Dear Solve Sæbø and Ole Jørgen Torp - and everyone else it might concern This letter is written on behalf of students that have recently enrolled in the Expert Disagreement in Sustainability Science course (PHI 300/404). It has come to our attention that the course might be a oneoff, as it potentially lacks financial backing next year. We write to you with a call for recognising the importance of courses like PHI 300. Furthermore, we wish to emphasise the crucial need for such courses in enhancing and developing critical interdisciplinary thinking at NMBU. As students, we have enrolled in a university whose advertised mission is to “contribute to the well-being of the planet.” through “interdisciplinary research and study programmes (that) generate innovations in food, health, environmental protection, climate and sustainable use of natural resources”. Further, the university holds interdisciplinarity as one of four main prioritised areas in the NMBU Strategy 2019-2023. Many students that chose NMBU as their alma mater, take these commitments very seriously. Therefore, it is no surprise that so many enrolled in the unique course PHI300, whose content and teaching were precisely in line with the values that NMBU is bringing forward. Interdisciplinarity and critical thinking go hand in hand as it has been stated in everything from the festive speeches by the university principals to the top levels of the United Nations, OECD and the World Economic Forum. As both the Intergovernmental Panels on Climate Change (IPCC) and Biodiversity Ecosystem Services (IPBES) state: We need a transformation of society if we are to 42 Utgåve 06 Årgang 75

face our challenges - and to do so we need synchronised effort from multiple fields and experts. The skills to communicate the implicit, and thus invisible, philosophical biases within our own respective disciplines is essential to advance that ‘synchronised effort’ of interdisciplinarity. The PHI300/404 course gathered a wide range of students, from first year bachelor pedagogics to PhD scholars in biology, in engaged and fruitful dialogues and discussions on sustainability issues.
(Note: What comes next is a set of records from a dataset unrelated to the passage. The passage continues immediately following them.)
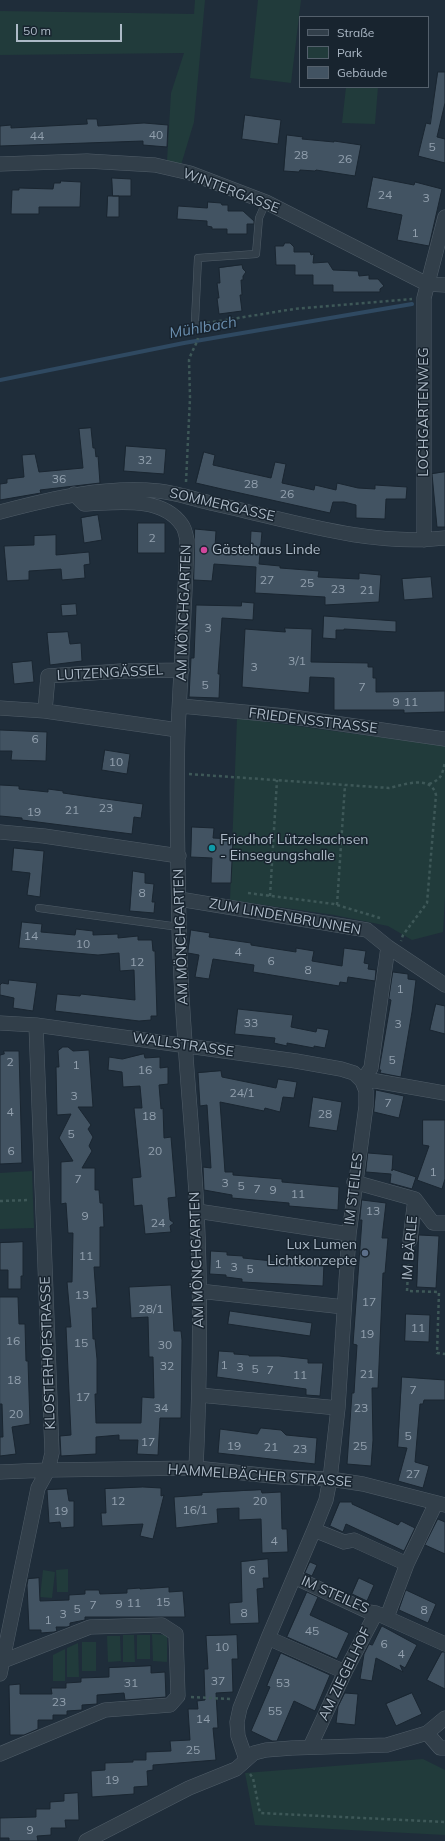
<!DOCTYPE html>
<html>
<head>
<meta charset="utf-8">
<style>
  body { margin:0 }
  #map { position:relative; width:445px; height:1841px; overflow:hidden; background:#1f2d3a; font-family:Mulish,sans-serif }
  canvas { display:block }
  .legend { position:absolute; left:299px; top:16px; width:130px; height:72px; box-sizing:border-box; background:#18242f; border:1px solid #54606c; margin:0; padding:5px 7px; list-style:none; font-size:12px; color:#adbac7 }
  .legend li { display:flex; align-items:center; gap:8px; height:20px }
  .legend b { width:20px; border:1px solid #54606c }
  .scale { position:absolute; left:16px; top:24px; width:106px; height:18px; box-sizing:border-box; border:2px solid #adbac7; border-top:0; padding-left:5px; font-size:12px; line-height:14px; white-space:nowrap; color:#adbac7; -webkit-text-stroke:3px #18242f; paint-order:stroke }
</style>
</head>
<body>
<div id="map">
<canvas width="445" height="1841"></canvas>
<ul class="legend">
<li><b style="height:5px;background:#323f4a"></b>Straße</li>
<li><b style="height:11px;background:#213b3b"></b>Park</li>
<li><b style="height:11px;background:#425362"></b>Gebäude</li>
</ul>
<div class="scale">50 m</div>
</div>
<script>
const ctx = document.querySelector('canvas').getContext('2d');
ctx.lineJoin = 'round';
function fillPath(path, color) { ctx.fillStyle = color; ctx.fill(path, 'evenodd'); }
function stroke(path, color, width, dash) { ctx.strokeStyle = color; ctx.lineWidth = width; ctx.lineCap = dash ? 'butt' : 'round'; ctx.setLineDash(dash || []); ctx.stroke(path); }
function write(font, color, halo, rows, align = 'center') {
  ctx.font = font + ' Mulish,sans-serif'; ctx.lineWidth = 3; ctx.setLineDash([]); ctx.textBaseline = 'middle'; ctx.strokeStyle = halo; ctx.fillStyle = color; for (const [text, x, y, turn = 0] of rows) {
    ctx.save(); ctx.translate(x, y); ctx.rotate((+turn || 0) * Math.PI / 180); ctx.textAlign = isNaN(turn) ? turn : align; if (halo) ctx.strokeText(text, 0, 0); ctx.fillText(text, 0, 0); ctx.restore();
  }
}
const green = new Path2D(`
  M195 0H205L194 122 181 165 167 161 171 93 184 53 0 55V11L194 14Z
  M258 0H301L291 83 250 78Z
  M346 87H378L375 124 342 123Z
  M237 718 445 746V897L443 932 412 940 388 926 334 915 230 900Z
  M32 1171 34 1228 0 1229V1173Z
  M68 1569V1592H57L56 1570Z
  M43 1570 55 1572 52 1598 40 1597Z
  M152 1634 167 1635V1662L153 1661Z
  M123 1635H134L135 1662H123Z
  M137 1635H150V1659H137Z
  M107 1636H120L121 1661 108 1662Z
  M82 1642H96V1671H82Z
  M78 1643 79 1677H67V1648Z
  M65 1649V1681H53V1655Z
  M423 1759 445 1770V1835L255 1825 245 1773Z`);
const stream = new Path2D(`
  M0 380 184 343 412 304`);
const building = new Path2D(`
  M438 72H445V103L437 137 445 139V163L418 156 426 123 430 124Z
  M245 115 281 120 278 144 242 139Z
  M87 119H97L98 126 144 123 168 125 167 147 143 145V141L0 146V126L11 125V128L87 124Z
  M287 135 303 137 302 139 334 142V141L361 145 355 176 316 170 315 171 300 170 299 172 284 171Z
  M373 177 414 185 415 182 442 189 429 246 397 240 402 215 367 208Z
  M112 178 131 179V196H113Z
  M61 181 81 182 80 207H39V214H11L12 190H19V188L53 189 54 183H60Z
  M108 196H119V217H107Z
  M208 202 221 203 222 205H228V211H243L254 221V224H247V234H227V229H212V227L207 226V221L177 219 178 206 207 208Z
  M285 243H290L294 247V252H310L311 255 314 254 313 263 328 262 333 270 358 271 359 276 369 275V279H378L384 286 380 289V292H333V285H313V275H295V265H276L275 246H283Z
  M242 265 243 269 246 272 243 276V280H241L242 295H240L242 311 219 314 217 298H219L217 283H220L219 268Z
  M91 428 93 448H95L96 457 98 456 100 483 40 490 41 493 0 500V484L7 483V479L24 477 22 455 35 454 39 472 83 468 79 429Z
  M126 446 166 449 164 474 124 471Z
  M204 452 215 455 213 465 271 478 275 462 286 464 282 483 314 490 315 485 336 490 337 483 358 488 375 489V485L407 487 406 499H386L385 519 356 518V505L344 502H333L330 513 222 489 196 483Z
  M445 472V527H437L432 474Z
  M98 515 102 540 84 543 81 518Z
  M138 523H165V553H138Z
  M195 529 216 531 215 547 250 550 251 531 262 532 259 564 280 566V568L319 571 318 577 359 579V573L381 575 379 602 325 605V597L255 593 256 567 214 564 212 581 194 580Z
  M56 535V555L89 552 90 564 84 565 85 578 62 580 61 569 29 571V580L7 581 4 546 34 545V536Z
  M431 577 433 598 404 600 402 579Z
  M242 602 254 603 253 620 222 618 218 674H220L219 698 189 697 191 658H194L196 605 241 606Z
  M76 604 77 615 62 616 61 605Z
  M324 616 396 621V632L344 629V630H336V639L323 638Z
  M285 628 312 629 311 662 368 663V667H373V678H376V692L445 691V712L404 713V710H334V678L310 677 309 693 242 687 245 629 285 632Z
  M68 632 70 644 81 643 82 661 50 665 47 633Z
  M32 661 34 682 14 684 12 663Z
  M0 730 47 732 46 761 11 760 12 751H0Z
  M105 750 130 754 127 774 102 770Z
  M0 785 19 786V789L48 792V789L63 791V793L84 796 143 804 141 818 134 817 132 834 22 820V818L0 816Z
  M192 827 214 828 213 838 233 839 231 883H211L212 858 191 857Z
  M14 848 44 851 40 897 27 895 30 873 12 871Z
  M133 871 145 873V883L154 884 152 902H155L154 913 130 911Z
  M22 922 42 924 41 932 75 935 76 929 93 931V935L118 934V938L138 936V940H152L153 951H155L157 1016H151V1020L139 1021 55 1011 57 994 80 996 81 994 135 1000 134 970 120 971 119 953 98 955 19 948Z
  M191 930 210 933 209 937 251 943V945L296 952V948L314 951 312 961 342 966 344 948 366 951 364 963 369 964 368 969 376 970 375 981 348 977 347 983 340 982 339 986 253 972 254 965 213 959 209 979 195 977 199 955 188 953Z
  M393 972 408 974V979L416 980 412 1012 401 1077 380 1073 381 1070H379L391 1000 389 999Z
  M9 980 37 983 33 1011 13 1008 14 998 0 995V985L2 983 8 984Z
  M436 1004 445 1006V1034L430 1030Z
  M238 1009 293 1015 291 1027 316 1032 317 1028 329 1030 325 1048 314 1046V1048L287 1043V1046L274 1043 275 1038 235 1034Z
  M63 1047H68L73 1051 89 1050 93 1107H78L91 1125 88 1129 93 1137 89 1146 92 1151 82 1168H95V1190H99L100 1203H103L104 1227H100V1267H94L97 1308H92L93 1339H95L97 1359V1394H95L96 1423H141L142 1397 154 1398 153 1357H149L148 1317 131 1318 129 1287 171 1285 174 1331H181L182 1340 181 1418H160L158 1455 137 1454 138 1440H119V1435L96 1437V1454L61 1456 60 1436 71 1435 66 1327H71L67 1282H72L73 1233H68L66 1203 61 1204V1162L73 1161 59 1138 71 1114 57 1115 56 1067H59L58 1051Z
  M4 1051H19L22 1163 0 1164V1055L4 1054Z
  M144 1054 145 1058 160 1057V1068L168 1067V1084L159 1085 161 1109 163 1108 164 1138 171 1137 176 1197 168 1198 170 1220 174 1223 170 1226 171 1232 145 1234 142 1205 134 1206 132 1178 141 1177 134 1108H142L140 1086 123 1087 122 1072 108 1070 109 1057 122 1059Z
  M221 1071 222 1077 276 1088 278 1079 297 1082 294 1098 283 1097 280 1112 265 1108 264 1111 220 1102 225 1172H233V1175L282 1179V1182L339 1187 338 1210 289 1206V1203L232 1198V1195L204 1190 203 1167 211 1168 207 1105 200 1106 198 1073Z
  M376 1090 404 1096 399 1118 374 1112Z
  M313 1097 342 1102 337 1131 309 1127Z
  M423 1120H445V1179L442 1189 417 1180 429 1146 423 1145Z
  M368 1153 393 1155 392 1171V1169L416 1177 412 1189 390 1183 391 1174 366 1172Z
  M362 1200 386 1203 382 1238H388L385 1273H383L378 1388H372L373 1440 371 1466 347 1464 352 1393H354L357 1345 353 1344 362 1220H360Z
  M419 1235 439 1236 436 1288 417 1287Z
  M23 1242V1276H21V1289H8V1270H0V1243Z
  M211 1251 227 1252V1255L243 1256V1258L292 1263H324L323 1286 242 1282V1279L226 1277V1275L210 1274Z
  M0 1297H18L19 1324H25L26 1361H28L30 1424 12 1427 16 1454 0 1456V1437H3L2 1404H0Z
  M230 1311 312 1323 310 1336 228 1324Z
  M406 1314 430 1315 429 1342 405 1341Z
  M219 1351 234 1352V1354L249 1355V1356H279L308 1359V1363H323L320 1396 306 1395V1389L217 1377Z
  M402 1377 445 1380V1400H424L423 1404H420L415 1462 429 1466 423 1488 398 1481 407 1448 398 1447Z
  M261 1428 281 1430 286 1435 317 1438 315 1464 218 1453 220 1429 257 1434Z
  M143 1487 161 1488V1496L164 1495 153 1539 140 1536 143 1524 102 1526 101 1513H106L105 1489Z
  M67 1489 69 1501H74V1527L61 1528 60 1522 49 1523 47 1490Z
  M261 1490 262 1493 281 1492 282 1529H287L288 1552 262 1553 261 1519 239 1520V1508L217 1509 218 1523 176 1528 174 1497 202 1495V1493Z
  M340 1502H352V1504L398 1525 401 1521 415 1528 404 1551 346 1524 343 1532 330 1526Z
  M438 1519 445 1522V1554L425 1545Z
  M268 1559 269 1578H263L264 1588 257 1589 259 1623 230 1624 229 1603 242 1602 241 1562Z
  M310 1562 317 1565 312 1576 305 1573Z
  M39 1578 40 1601 69 1600V1595L85 1594V1590H99L100 1594 127 1593V1589L140 1588V1589L169 1587V1592L183 1591 185 1617H85V1620L70 1623V1626L67 1627H56L57 1631 54 1632 41 1633V1630H29L27 1585 28 1579Z
  M359 1578 374 1585 367 1601 352 1594Z
  M406 1590 436 1604 428 1623 399 1610Z
  M307 1592 318 1597 310 1615 349 1633 337 1659 287 1637Z
  M382 1626 417 1645 405 1668 400 1665 403 1672 376 1658 372 1681 360 1679 364 1654 369 1644 372 1645Z
  M237 1635 238 1659H232L233 1692 216 1693 218 1728H213L216 1760 153 1765V1770L147 1771 148 1786 134 1787V1794L92 1797 91 1771 105 1770V1763L133 1762V1760H146V1752L171 1751 170 1741 190 1740 188 1709H198L197 1701 205 1700 204 1669H208L206 1636Z
  M442 1652H445V1689L427 1680Z
  M281 1653 330 1675 315 1711 294 1701 277 1741H272L251 1731 270 1687 267 1686Z
  M151 1666V1673L165 1672 166 1697 125 1700 124 1693 97 1695V1704L82 1705V1710L67 1711V1715H53V1720H38V1729L24 1735H10L9 1685 20 1684V1694H52L51 1688H66V1683L81 1682V1678L109 1677V1668Z
  M345 1693 358 1694 355 1725 336 1723 338 1707Z
  M412 1693 422 1714 396 1726 386 1704Z
  M78 1793 79 1820H65L66 1828H51V1835L37 1836 38 1841H9V1838H0V1818L36 1817V1809H50V1802L64 1801V1794Z`);
const path = new Path2D(`
  M207 323 294 309 412 299
  M186 482 190 398 189 360C191 352 196 346 198 338
  M189 774 389 788C404 785 431 774 436 795L427 903 403 935 401 941
  M429 784C442 779 442 775 445 762
  M248 893 334 904 380 918
  M270 896 277 780
  M337 905 345 785
  M0 1201 29 1200
  M409 1252 407 1291 439 1292 437 1353 445 1354
  M191 1697 230 1699
  M250 1774 253 1778 260 1813 445 1822`);
const lane = new Path2D(`
  M199 329 195 321 198 258 256 254 259 218 266 202
  M39 908 179 927`);
const street = new Path2D(`
  M0 164 87 161 155 165 190 173 266 202 427 284 445 285
  M74 494 84 504C115 503 162 495 182 525 185 529 186 535 187 540 185 603 181 667 178 731 176 796 178 862 179 927 181 1022 192 1116 197 1211 201 1297 200 1383 196 1468
  M0 512C53 498 104 486 159 491 177 493 197 500 215 504 289 520 369 547 445 538
  M424 540V298L445 217
  M181 706 286 716 445 739
  M0 708 45 711 178 730
  M45 711 48 676 121 671 182 670
  M0 832 44 836 179 856
  M179 899 367 930 388 947 445 985
  M0 1023 36 1025 296 1061 341 1069 354 1073 362 1081H376L445 1093
  M354 1182 415 1199 433 1223H445
  M197 1211 349 1234
  M410 1240 415 1199
  M199 1291 344 1307
  M199 1395 338 1408
  M0 1472 48 1470 196 1468 281 1477 330 1479 363 1484 445 1505
  M314 1530 344 1542 354 1540 407 1564
  M294 1577 369 1612 376 1613
  M387 1617 407 1564 436 1503
  M268 1638 345 1672
  M0 1674 38 1488 48 1470 52 1453 36 1025
  M427 1733 440 1748H445
  M310 1747 345 1672 376 1613 445 1644
  M0 1754 105 1710 170 1705 178 1696 176 1634 162 1625 90 1627 3 1661
  M246 1759 238 1736 237 1722 240 1708 268 1638 314 1530 326 1500 330 1479 338 1408 349 1234 366 1106V1091L362 1081 371 1068 388 947
  M86 1841 189 1788 236 1769 254 1753 266 1750 292 1748 387 1745 427 1733 445 1718`);
const markers = [
  [204,550,4,"#d1479c"],
  [212,848,4,"#0f9aa8"],
  [365,1253,4,"#5c6f8a"]
];
const numberNames = [
  ["40",156,135],
  ["44",37,136],
  ["5",432,147],
  ["28",301,155],
  ["26",345,159],
  ["24",385,195],
  ["3",426,198],
  ["1",415,233],
  ["32",145,460],
  ["36",59,479],
  ["28",251,484],
  ["26",287,494],
  ["2",152,538],
  ["27",267,580],
  ["25",307,583],
  ["23",338,589],
  ["21",367,590],
  ["3",208,628],
  ["3/1",297,661],
  ["3",254,667],
  ["5",205,685],
  ["7",362,687],
  ["9",396,702],
  ["11",411,702],
  ["6",35,739],
  ["10",116,762],
  ["23",106,808],
  ["21",72,810],
  ["19",34,812],
  ["8",142,893],
  ["14",31,936],
  ["10",83,944],
  ["4",238,952],
  ["6",271,961],
  ["12",137,962],
  ["8",308,970],
  ["1",400,989],
  ["33",251,1023],
  ["3",398,1024],
  ["5",392,1060],
  ["2",10,1062],
  ["1",76,1065],
  ["16",145,1070],
  ["24/1",242,1093],
  ["3",74,1096],
  ["7",388,1103],
  ["4",10,1112],
  ["28",325,1114],
  ["18",149,1116],
  ["5",71,1134],
  ["6",11,1151],
  ["20",155,1151],
  ["1",433,1172],
  ["7",78,1179],
  ["3",225,1183],
  ["5",241,1186],
  ["7",257,1189],
  ["9",273,1190],
  ["11",298,1194],
  ["13",373,1211],
  ["9",85,1216],
  ["24",158,1223],
  ["11",86,1256],
  ["1",218,1264],
  ["3",234,1267],
  ["5",250,1269],
  ["13",82,1295],
  ["17",369,1302],
  ["28/1",151,1309],
  ["11",418,1328],
  ["19",367,1334],
  ["16",13,1341],
  ["15",81,1343],
  ["30",165,1345],
  ["1",224,1365],
  ["32",167,1366],
  ["3",240,1367],
  ["5",255,1369],
  ["7",270,1370],
  ["21",367,1374],
  ["11",300,1375],
  ["18",14,1380],
  ["7",413,1390],
  ["17",83,1397],
  ["34",161,1408],
  ["23",361,1408],
  ["20",16,1414],
  ["5",408,1436],
  ["17",148,1442],
  ["19",234,1446],
  ["25",360,1446],
  ["21",271,1447],
  ["23",300,1449],
  ["27",413,1474],
  ["12",118,1501],
  ["20",260,1501],
  ["16/1",195,1510],
  ["19",61,1511],
  ["4",274,1541],
  ["6",252,1570],
  ["15",163,1602],
  ["11",134,1603],
  ["9",119,1604],
  ["7",93,1605],
  ["5",77,1609],
  ["8",424,1610],
  ["8",244,1613],
  ["3",63,1614],
  ["1",48,1620],
  ["45",312,1631],
  ["6",384,1644],
  ["10",222,1647],
  ["4",401,1654],
  ["37",218,1681],
  ["31",131,1683],
  ["53",283,1683],
  ["23",59,1702],
  ["55",275,1711],
  ["14",203,1719],
  ["25",193,1750],
  ["19",112,1780],
  ["9",30,1830]
];
const streetNames = [
  ["WINTERGASSE",231,191,21],
  ["LOCHGARTENWEG",424,412,-90],
  ["SOMMERGASSE",222,505,13],
  ["AM MÖNCHGARTEN",184,613,-88],
  ["LUTZENGÄSSEL",110,673,-3],
  ["FRIEDENSSTRASSE",313,721,7],
  ["ZUM LINDENBRUNNEN",285,917,10],
  ["AM MÖNCHGARTEN",181,937,-92],
  ["WALLSTRASSE",183,1045,8],
  ["IM STEILES",354,1189,-83],
  ["IM BÄRLE",410,1248,-85],
  ["AM MÖNCHGARTEN",197,1260,-92],
  ["KLOSTERHOFSTRASSE",48,1353,-92],
  ["HAMMELBÄCHER STRASSE",260,1476,4],
  ["IM STEILES",335,1595,24],
  ["AM ZIEGELHOF",345,1674,-64]
];
const poiNames = [
  ["Gästehaus Linde",212,550],
  ["Friedhof Lützelsachsen",220,840],
  ["- Einsegungshalle",220,856],
  ["Lux Lumen",357,1245,"right"],
  ["Lichtkonzepte",357,1261,"right"]
];
const waterNames = [
  ["Mühlbach",203,328,-10]
];
fillPath(green, '#213b3b');
stroke(stream, '#2f4961', 4);
fillPath(building, '#425362');
stroke(building, '#1a2631', 1);
stroke(lane, '#505d68', 8);
stroke(street, '#505d68', 15);
stroke(path, '#3e5858', 2.5, [3, 3]);
stroke(lane, '#323f4a', 7);
stroke(street, '#323f4a', 14);
for (const [x, y, r, color] of markers) { const dot = new Path2D(); dot.arc(x, y, r, 0, 2 * Math.PI); ctx.fillStyle = color; ctx.fill(dot); stroke(dot, '#18242f', 1.5); }
write('12px', '#92a0ae', null, numberNames);
write('14px', '#adbac7', '#18242f', streetNames);
write('14px', '#adbac7', '#18242f', poiNames, 'left');
write('italic 15px', '#6a8eae', '#18242f', waterNames);
</script>
</body>
</html>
We learned to recognize our own biases and communicate them explicitly to students that are coming from other disciplines. This transforms disagreements into a constructive dialog and creates potential for scientific collaboration. For all of us, it has demonstrated the massive need for awareness and transparency around the different philosophical basic implicit assumptions that underlie scientific thinking. Only when investigating the fundamentals of our scientific traditions, we can see past generic jargon and methods to understand how different disciplines reach fundamentally different scientific conclusions and results from the same set of evidence. We, the young and aspiring generations, see the future as fundamentally uncertain, and view the complexity of our societal challenges with great concern. For many, that was the main reason for choosing to study in NMBU. We are happy that NMBU has chosen interdisciplinary research and interdisciplinary studies as solutions to our imminent sustainability challenges. Now we believe it is the university’s responsibility to develop a culture for transparency and critical discussion on

conceptual premises and meta-empirical issues that facilitates interdisciplinarity. We ask that a course on expert disagreement and philosophical biases has to become a fundamental part of all bachelor and master programs to create awareness about discipline specific biases. In addition, there should be more specific (elective) courses to experience, train and practise key interdisciplinary communication skills based in critical thinking. But first and foremost, we deeply regret that the PHI300 is not planned to continue this and following study semesters. A great first step in a transdisciplinary direction is to allow new groups of students the opportunity to be enlightened by Rani Anjum and Elena Roccas proficient and engaging teaching of critical thinking about philosophical bias. The void is clear to us, 24 signatories who were lucky to get that unique training in PHI300: This is the education we want and need to be able to face our imminent challenges.